# Exercise objective
Copy out the entries that follow, unchanged.

# Records to process

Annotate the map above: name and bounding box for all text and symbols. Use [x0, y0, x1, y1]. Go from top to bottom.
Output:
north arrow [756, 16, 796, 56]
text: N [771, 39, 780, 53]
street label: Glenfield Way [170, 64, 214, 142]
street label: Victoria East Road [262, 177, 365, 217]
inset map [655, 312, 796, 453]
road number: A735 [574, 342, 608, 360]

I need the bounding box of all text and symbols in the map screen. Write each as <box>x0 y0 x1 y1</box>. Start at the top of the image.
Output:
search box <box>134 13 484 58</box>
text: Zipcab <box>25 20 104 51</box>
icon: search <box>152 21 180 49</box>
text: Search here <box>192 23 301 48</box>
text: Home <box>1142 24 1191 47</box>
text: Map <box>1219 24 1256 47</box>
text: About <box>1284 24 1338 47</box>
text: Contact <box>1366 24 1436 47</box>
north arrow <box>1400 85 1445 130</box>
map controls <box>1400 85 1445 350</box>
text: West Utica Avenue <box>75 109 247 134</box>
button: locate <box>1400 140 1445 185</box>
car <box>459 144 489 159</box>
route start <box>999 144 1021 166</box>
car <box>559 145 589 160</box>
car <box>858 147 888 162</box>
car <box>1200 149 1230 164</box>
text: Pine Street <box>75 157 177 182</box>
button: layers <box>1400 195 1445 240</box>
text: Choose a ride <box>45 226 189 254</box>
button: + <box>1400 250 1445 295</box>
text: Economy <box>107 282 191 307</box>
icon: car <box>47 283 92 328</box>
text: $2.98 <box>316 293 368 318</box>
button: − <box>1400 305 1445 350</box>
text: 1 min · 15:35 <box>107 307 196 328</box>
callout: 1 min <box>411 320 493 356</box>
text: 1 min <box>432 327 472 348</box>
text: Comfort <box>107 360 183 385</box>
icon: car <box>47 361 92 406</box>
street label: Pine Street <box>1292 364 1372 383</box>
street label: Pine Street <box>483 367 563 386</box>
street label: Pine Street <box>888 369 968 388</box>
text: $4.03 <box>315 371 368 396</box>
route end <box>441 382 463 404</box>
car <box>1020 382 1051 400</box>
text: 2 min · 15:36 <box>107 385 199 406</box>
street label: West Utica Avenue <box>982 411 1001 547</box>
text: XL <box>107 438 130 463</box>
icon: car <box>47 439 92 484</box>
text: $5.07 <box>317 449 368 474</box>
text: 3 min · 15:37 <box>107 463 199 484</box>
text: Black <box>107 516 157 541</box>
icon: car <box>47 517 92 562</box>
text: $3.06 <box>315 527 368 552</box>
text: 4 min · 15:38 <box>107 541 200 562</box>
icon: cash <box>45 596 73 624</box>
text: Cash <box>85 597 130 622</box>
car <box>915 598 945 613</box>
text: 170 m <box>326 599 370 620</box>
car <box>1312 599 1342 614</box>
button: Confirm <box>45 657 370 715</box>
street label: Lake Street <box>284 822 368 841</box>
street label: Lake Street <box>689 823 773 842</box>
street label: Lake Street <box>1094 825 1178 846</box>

# Answer for this exercise
Annotate the map above: name and bounding box for all text and symbols. Use [x0, y0, x1, y1]. Go from top to bottom.
Output:
north arrow [756, 16, 796, 56]
text: N [771, 39, 780, 53]
street label: Glenfield Way [170, 64, 214, 142]
street label: Victoria East Road [262, 177, 365, 217]
inset map [655, 312, 796, 453]
road number: A735 [574, 342, 608, 360]

I need the bounding box of all text and symbols in the map screen. Write each as <box>x0 y0 x1 y1</box>. Start at the top of the image.
Output:
search box <box>134 13 484 58</box>
text: Zipcab <box>25 20 104 51</box>
icon: search <box>152 21 180 49</box>
text: Search here <box>192 23 301 48</box>
text: Home <box>1142 24 1191 47</box>
text: Map <box>1219 24 1256 47</box>
text: About <box>1284 24 1338 47</box>
text: Contact <box>1366 24 1436 47</box>
north arrow <box>1400 85 1445 130</box>
map controls <box>1400 85 1445 350</box>
text: West Utica Avenue <box>75 109 247 134</box>
button: locate <box>1400 140 1445 185</box>
car <box>459 144 489 159</box>
route start <box>999 144 1021 166</box>
car <box>559 145 589 160</box>
car <box>858 147 888 162</box>
car <box>1200 149 1230 164</box>
text: Pine Street <box>75 157 177 182</box>
button: layers <box>1400 195 1445 240</box>
text: Choose a ride <box>45 226 189 254</box>
button: + <box>1400 250 1445 295</box>
text: Economy <box>107 282 191 307</box>
icon: car <box>47 283 92 328</box>
text: $2.98 <box>316 293 368 318</box>
button: − <box>1400 305 1445 350</box>
text: 1 min · 15:35 <box>107 307 196 328</box>
callout: 1 min <box>411 320 493 356</box>
text: 1 min <box>432 327 472 348</box>
text: Comfort <box>107 360 183 385</box>
icon: car <box>47 361 92 406</box>
street label: Pine Street <box>1292 364 1372 383</box>
street label: Pine Street <box>483 367 563 386</box>
street label: Pine Street <box>888 369 968 388</box>
text: $4.03 <box>315 371 368 396</box>
route end <box>441 382 463 404</box>
car <box>1020 382 1051 400</box>
text: 2 min · 15:36 <box>107 385 199 406</box>
street label: West Utica Avenue <box>982 411 1001 547</box>
text: XL <box>107 438 130 463</box>
icon: car <box>47 439 92 484</box>
text: $5.07 <box>317 449 368 474</box>
text: 3 min · 15:37 <box>107 463 199 484</box>
text: Black <box>107 516 157 541</box>
icon: car <box>47 517 92 562</box>
text: $3.06 <box>315 527 368 552</box>
text: 4 min · 15:38 <box>107 541 200 562</box>
icon: cash <box>45 596 73 624</box>
text: Cash <box>85 597 130 622</box>
car <box>915 598 945 613</box>
text: 170 m <box>326 599 370 620</box>
car <box>1312 599 1342 614</box>
button: Confirm <box>45 657 370 715</box>
street label: Lake Street <box>284 822 368 841</box>
street label: Lake Street <box>689 823 773 842</box>
street label: Lake Street <box>1094 825 1178 846</box>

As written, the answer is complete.